Massachusetts top court clears way for gig worker ballot measures to proceed
2024.06.27 11:53
By Nate Raymond
BOSTON (Reuters) – Massachusetts’s top court on Thursday cleared the way for voters in the state to decide whether drivers for app-based companies like Uber Technologies (NYSE:) and Lyft (NASDAQ:) should be classified as independent contractors who would be entitled to some new benefits but would not be legally employees.
The Massachusetts Supreme Judicial Court rejected a labor-supported challenge to an industry-backed coalition’s proposal to cement the drivers as contractors. But it also said it would allow a dueling ballot measure that would allow the drivers to unionize to move forward.
The decision came ahead of closing arguments set for Friday in a trial in a lawsuit pursued by the state’s Democratic attorney general, Andrea Joy Campbell, accusing Uber and Lyft of misclassifying their drivers as contractors, not employees.
Should the industry fail in court and at the ballot box, Uber and Lyft could face a sweeping overhaul of their business models, one that lawyers for the companies have said could force them to cut or end service in Massachusetts.
Using contractors can cost companies as much as 30% less than hiring employees, various studies showed.

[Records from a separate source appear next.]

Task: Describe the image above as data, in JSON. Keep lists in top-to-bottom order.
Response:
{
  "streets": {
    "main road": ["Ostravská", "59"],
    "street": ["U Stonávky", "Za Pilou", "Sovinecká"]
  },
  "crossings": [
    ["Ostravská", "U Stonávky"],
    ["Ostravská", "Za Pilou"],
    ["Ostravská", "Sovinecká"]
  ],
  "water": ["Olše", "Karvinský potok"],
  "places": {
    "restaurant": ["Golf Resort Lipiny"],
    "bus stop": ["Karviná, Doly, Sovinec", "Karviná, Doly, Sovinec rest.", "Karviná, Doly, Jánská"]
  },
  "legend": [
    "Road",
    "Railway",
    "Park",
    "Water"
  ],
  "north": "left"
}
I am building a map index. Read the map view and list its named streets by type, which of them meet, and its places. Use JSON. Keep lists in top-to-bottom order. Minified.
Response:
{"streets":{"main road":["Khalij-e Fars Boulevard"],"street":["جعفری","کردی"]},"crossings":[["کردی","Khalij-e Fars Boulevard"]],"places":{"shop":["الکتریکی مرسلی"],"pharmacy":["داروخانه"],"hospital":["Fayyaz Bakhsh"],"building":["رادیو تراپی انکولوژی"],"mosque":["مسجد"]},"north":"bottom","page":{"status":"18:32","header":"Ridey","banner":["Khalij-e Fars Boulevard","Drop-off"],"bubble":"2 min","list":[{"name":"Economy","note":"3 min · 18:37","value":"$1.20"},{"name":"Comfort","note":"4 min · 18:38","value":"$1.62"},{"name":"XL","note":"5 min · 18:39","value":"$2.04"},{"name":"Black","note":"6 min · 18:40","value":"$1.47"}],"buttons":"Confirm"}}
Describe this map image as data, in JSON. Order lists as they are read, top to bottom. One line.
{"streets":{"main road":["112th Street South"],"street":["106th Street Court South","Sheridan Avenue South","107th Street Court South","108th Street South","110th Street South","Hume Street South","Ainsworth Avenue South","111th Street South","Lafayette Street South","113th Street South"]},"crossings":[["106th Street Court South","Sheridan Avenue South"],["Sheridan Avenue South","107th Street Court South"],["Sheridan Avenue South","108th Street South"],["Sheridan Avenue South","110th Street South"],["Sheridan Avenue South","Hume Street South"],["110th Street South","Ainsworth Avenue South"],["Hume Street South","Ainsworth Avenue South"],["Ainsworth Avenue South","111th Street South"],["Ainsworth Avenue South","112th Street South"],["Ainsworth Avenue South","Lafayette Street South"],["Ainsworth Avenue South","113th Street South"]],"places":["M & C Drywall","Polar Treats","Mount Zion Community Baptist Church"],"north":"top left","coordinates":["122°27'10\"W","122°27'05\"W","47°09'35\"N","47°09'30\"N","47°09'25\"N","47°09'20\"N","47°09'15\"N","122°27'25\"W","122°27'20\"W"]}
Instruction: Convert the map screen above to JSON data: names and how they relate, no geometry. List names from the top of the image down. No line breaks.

Uber and Lyft, along with app-based delivery services Instacart (NASDAQ:) and DoorDash (NASDAQ:), have spent millions of dollars to support the ballot proposal that would cement the status of their drivers as contractors under state law.
Flexibility and Benefits for Massachusetts Drivers, a ballot measure committee whose contributors include the four ride-share companies, is also proposing setting an earnings floor for app-based drivers and providing them healthcare stipends, occupational accident insurance and paid sick time.
They’re pushing it after the industry through a $200 million campaign in 2020 convinced California voters to pass a measure similar to the one backed by the companies in Massachusetts, solidifying drivers as independent contractors with some benefits. Litigation challenging that measure is ongoing.
The Massachusetts high court in 2022 blocked another industry-backed ballot measure similar to this year’s over a provision it deemed unrelated to the proposal.
To hedge its bets this time, supporters gathered signatures for five versions of the ballot question, only one of which it would put before voters on Nov. 5.
A separate proposed ballot measure supported by the Service Employees International Union’s Local 32BJ seeks to ask voters to allow Uber and Lyft drivers to unionize.
Opponents of the industry-backed proposals include the AFL-CIO and argued they wrongly seek to have voters weigh in on not one policy question but a series of separate areas of employment law that could not legally be bundled together.
But Justice Gabrielle Wolohojian, writing for a 6-0 court, said the provisions in even the broadest of the five proposals “share a single common purpose: establishing and defining the relationship between the drivers and the companies.”
Conor Yunits, a spokesperson for the industry-backed campaign, in a statement called the ruling “a huge win and a great day for rideshare and delivery drivers.” Final signatures for the ballot measure will be turned in July 2.